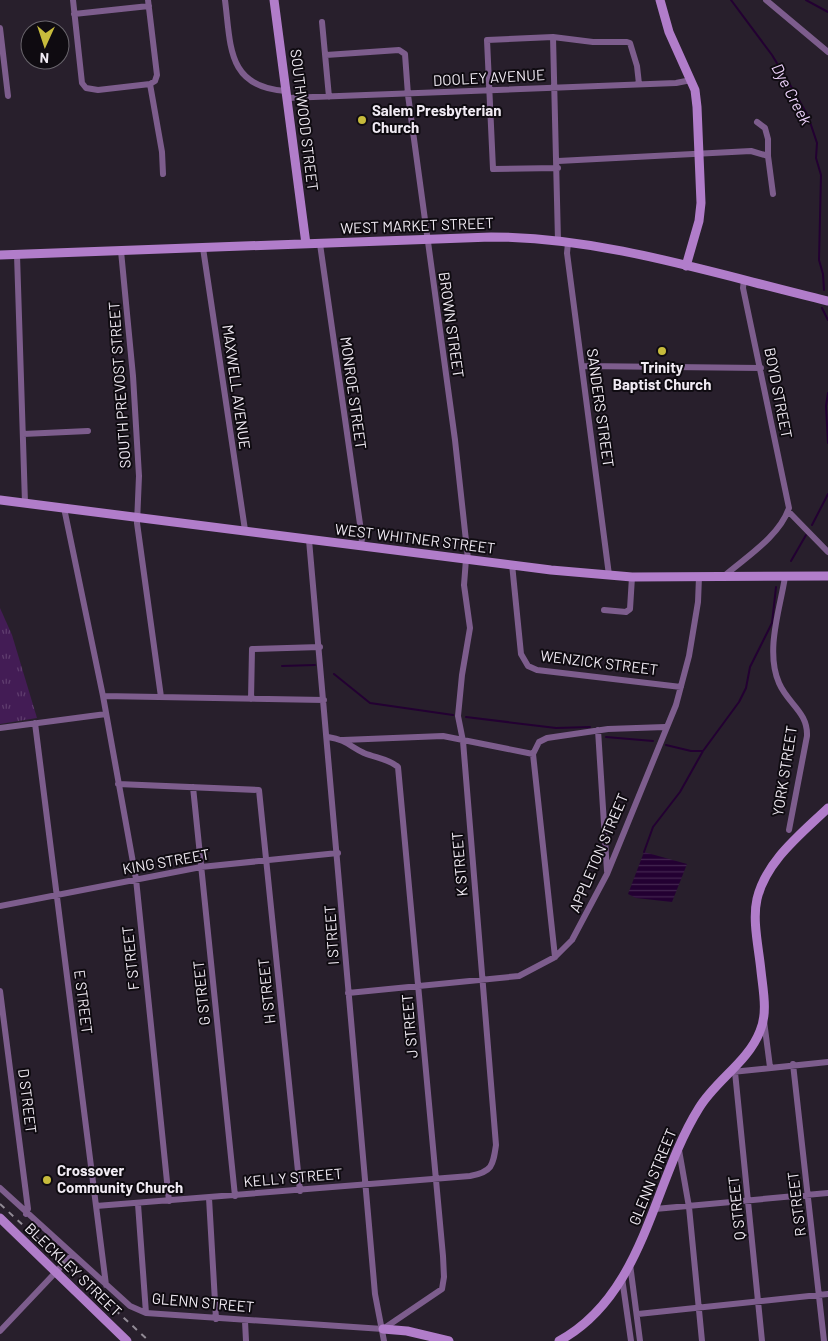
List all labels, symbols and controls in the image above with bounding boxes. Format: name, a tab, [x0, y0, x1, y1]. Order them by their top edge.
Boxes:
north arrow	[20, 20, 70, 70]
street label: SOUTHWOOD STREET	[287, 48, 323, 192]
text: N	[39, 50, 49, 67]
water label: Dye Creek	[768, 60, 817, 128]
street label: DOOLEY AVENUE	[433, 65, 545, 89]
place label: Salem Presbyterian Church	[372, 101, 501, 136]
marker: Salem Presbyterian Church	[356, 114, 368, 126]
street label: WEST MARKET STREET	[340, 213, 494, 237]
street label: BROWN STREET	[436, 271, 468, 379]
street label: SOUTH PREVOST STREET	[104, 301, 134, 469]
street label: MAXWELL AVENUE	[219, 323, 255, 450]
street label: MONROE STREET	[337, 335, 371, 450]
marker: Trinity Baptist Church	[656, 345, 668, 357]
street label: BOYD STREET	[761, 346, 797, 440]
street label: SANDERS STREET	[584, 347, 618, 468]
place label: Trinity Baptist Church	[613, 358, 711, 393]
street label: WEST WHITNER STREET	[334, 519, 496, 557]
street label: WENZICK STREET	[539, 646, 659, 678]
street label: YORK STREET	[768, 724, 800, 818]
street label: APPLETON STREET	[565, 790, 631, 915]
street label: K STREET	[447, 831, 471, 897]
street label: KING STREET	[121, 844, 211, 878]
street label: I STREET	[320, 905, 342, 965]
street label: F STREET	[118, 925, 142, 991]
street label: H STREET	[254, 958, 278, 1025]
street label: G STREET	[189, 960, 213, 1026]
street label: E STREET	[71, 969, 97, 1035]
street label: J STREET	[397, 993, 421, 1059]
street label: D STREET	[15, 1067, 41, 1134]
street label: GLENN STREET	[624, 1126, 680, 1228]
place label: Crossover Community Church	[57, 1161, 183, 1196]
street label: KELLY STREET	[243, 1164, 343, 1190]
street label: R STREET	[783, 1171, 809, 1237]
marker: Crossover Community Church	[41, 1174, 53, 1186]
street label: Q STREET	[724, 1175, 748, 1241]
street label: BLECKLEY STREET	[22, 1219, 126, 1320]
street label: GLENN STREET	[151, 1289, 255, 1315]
##########
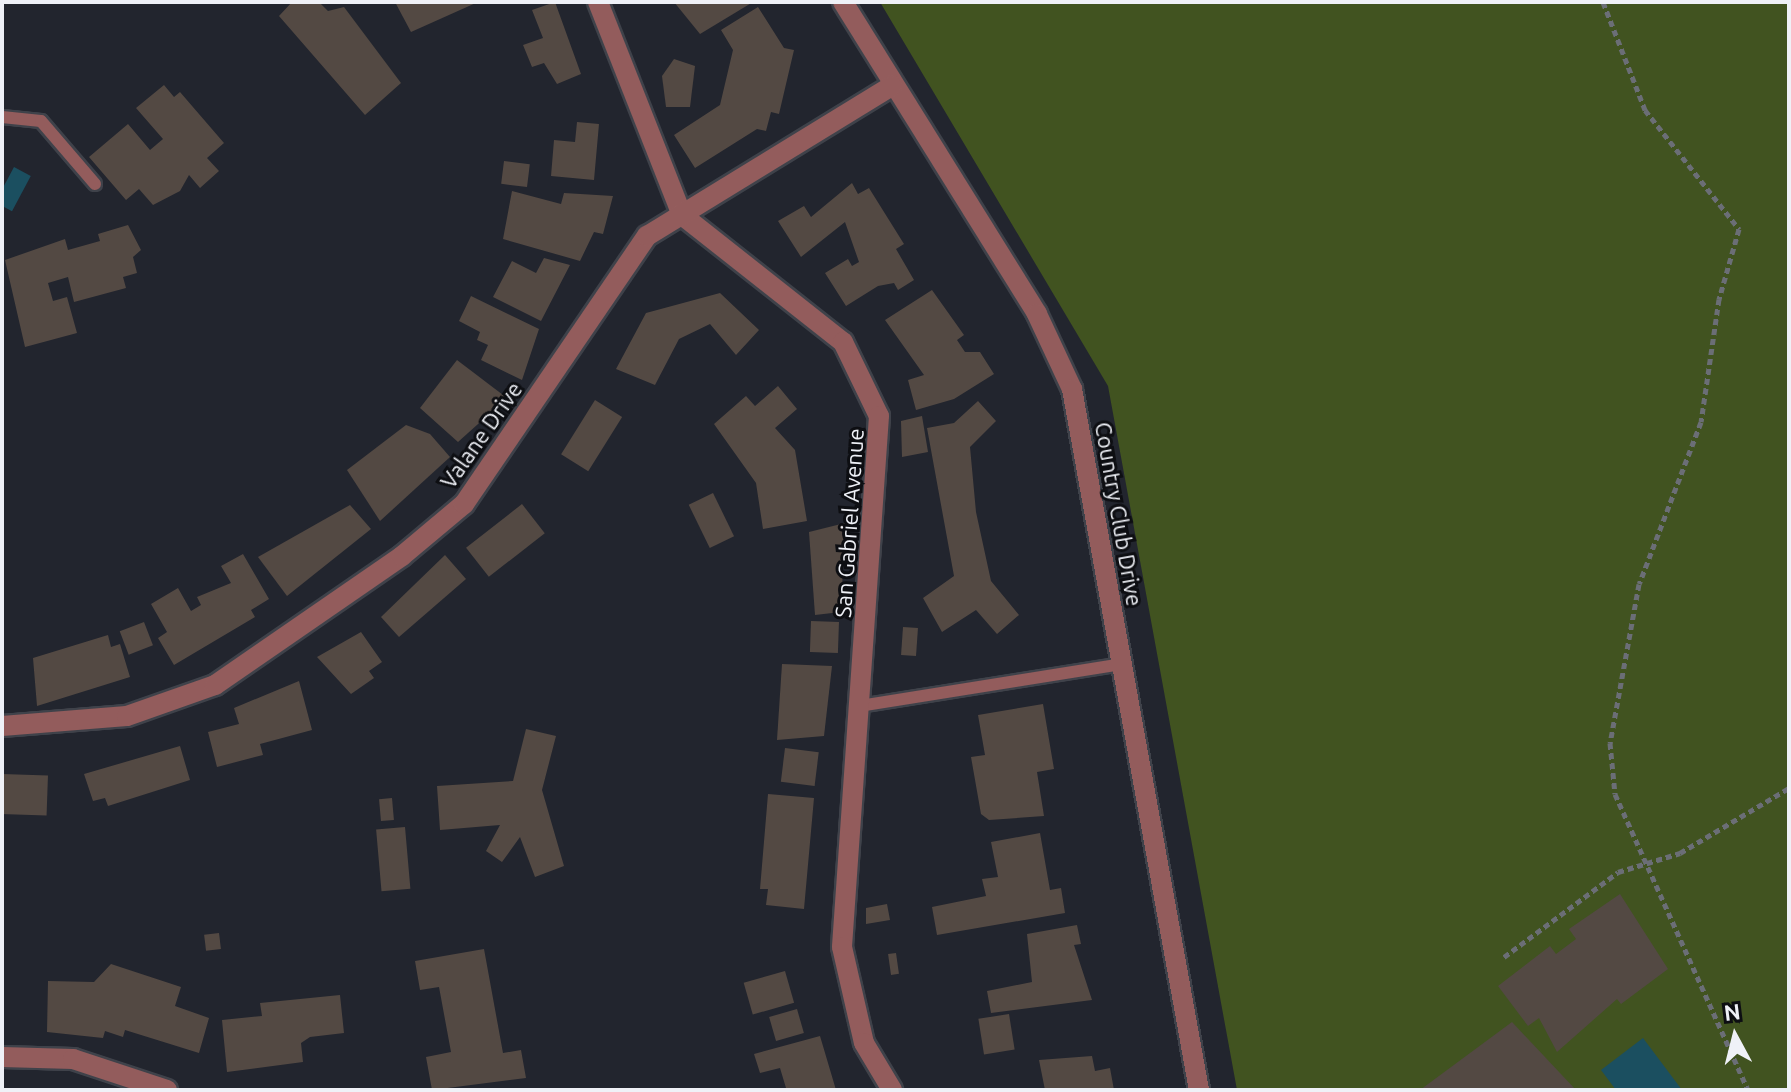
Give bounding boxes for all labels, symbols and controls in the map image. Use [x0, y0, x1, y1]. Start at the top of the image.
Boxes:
##########
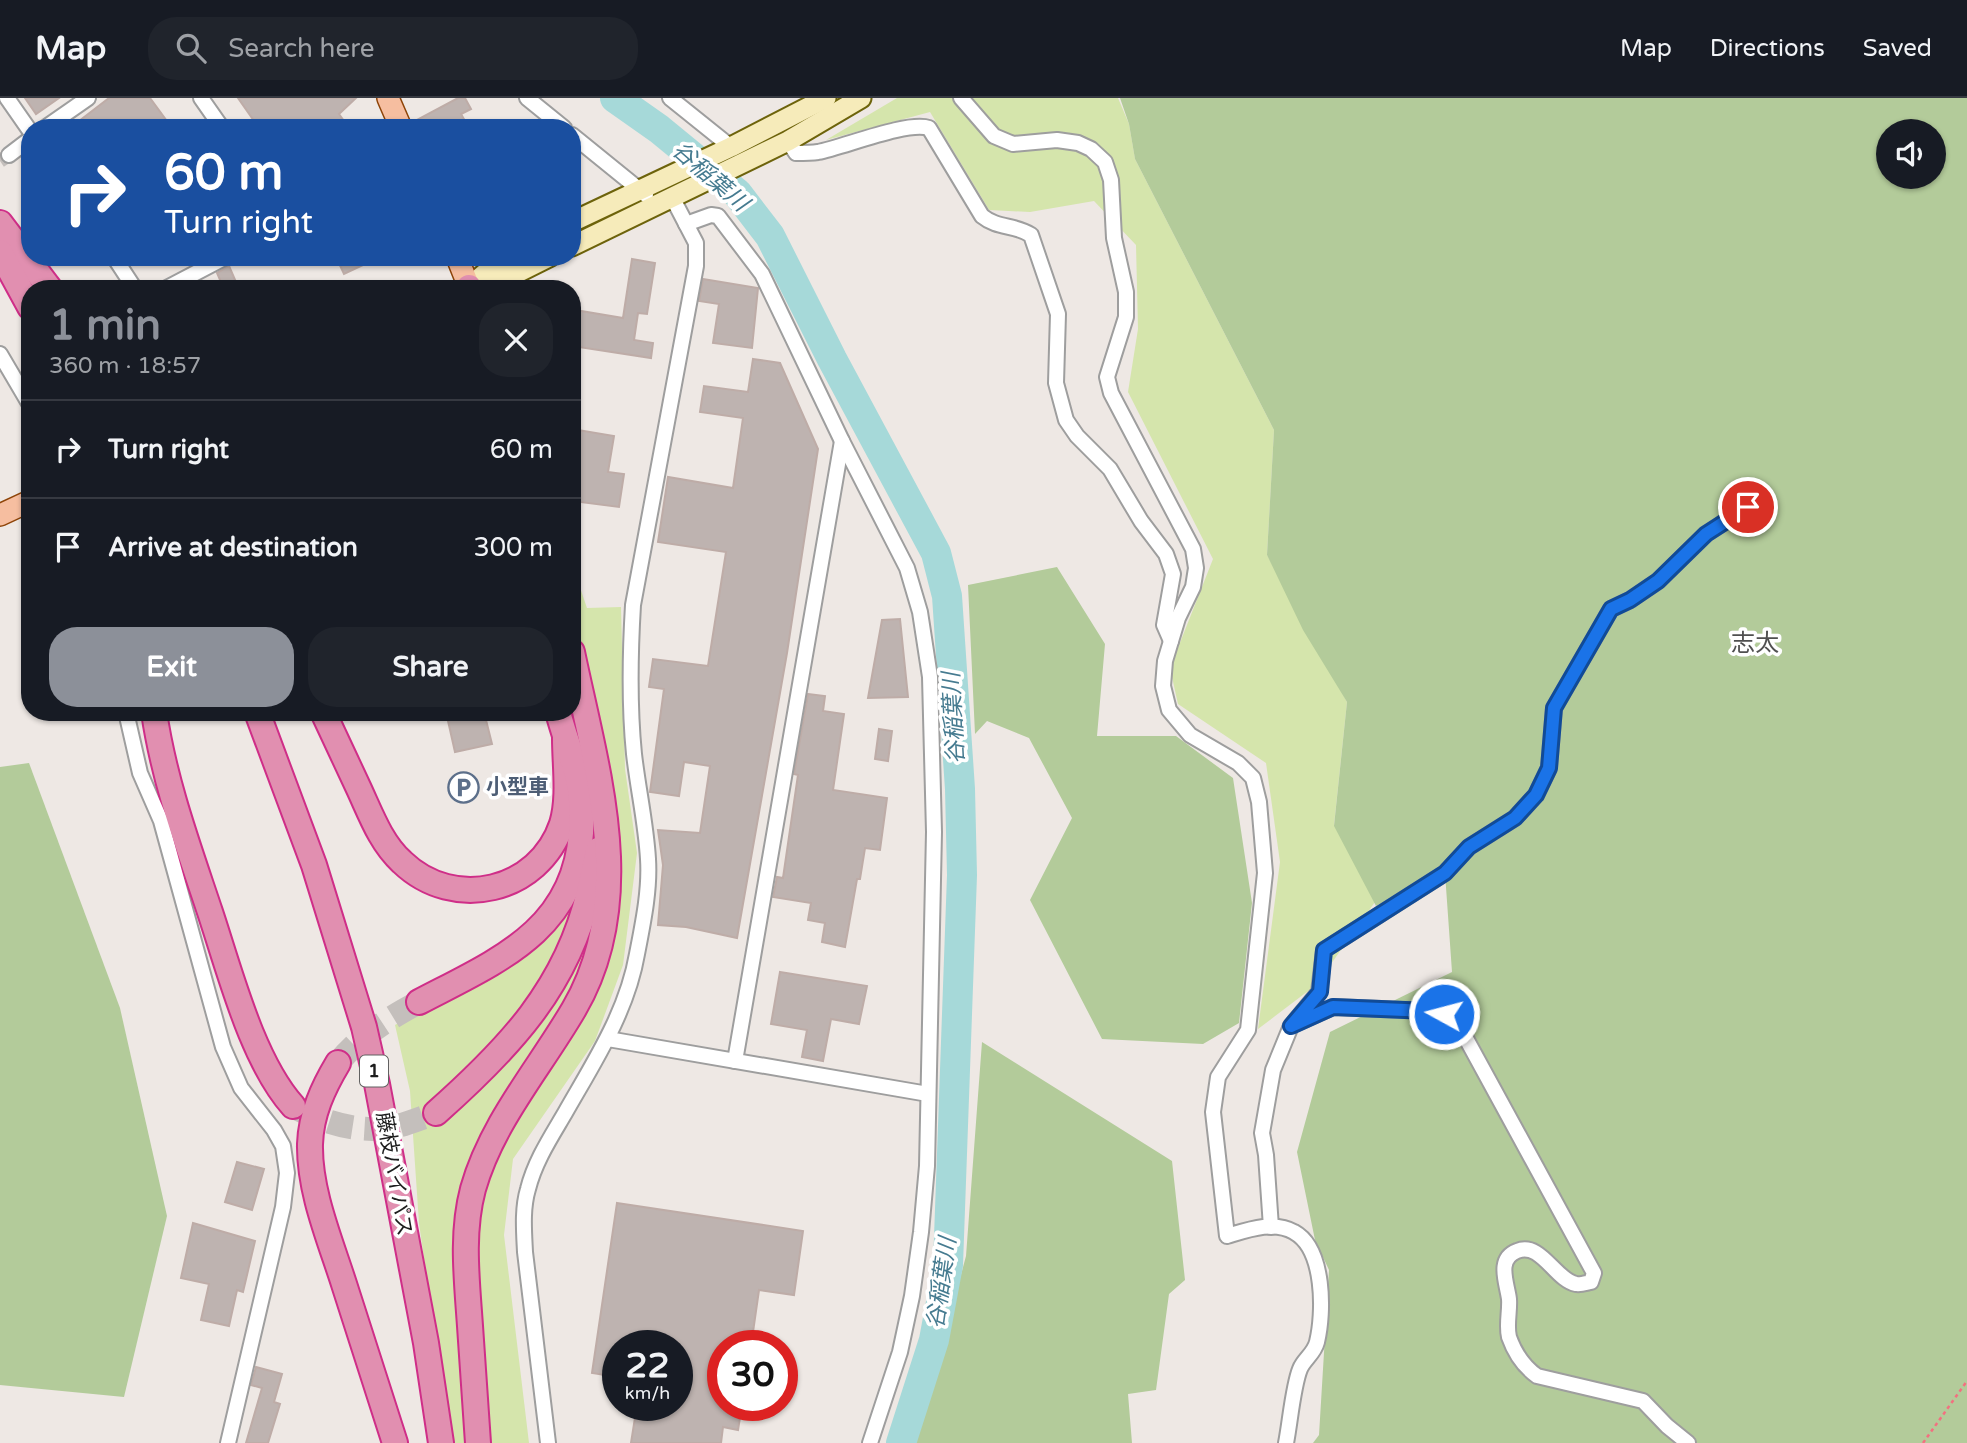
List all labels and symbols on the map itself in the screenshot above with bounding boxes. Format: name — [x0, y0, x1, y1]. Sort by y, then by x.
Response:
##########
Could you show every line of the listing that holds the string "labels"?

List all labels, symbols and controls in the image above with bounding boxes. Format: name, a tab, [x0, y0, x1, y1]. Order them by their top edge.
Give bounding boxes for all labels, symbols and controls in the map image. Use [x0, y0, x1, y1]. Start at the top of the image.
List all labels and symbols on the map itself in the screenshot above with bounding boxes. Format: name — [x0, y0, x1, y1]. Sort by y, then by x.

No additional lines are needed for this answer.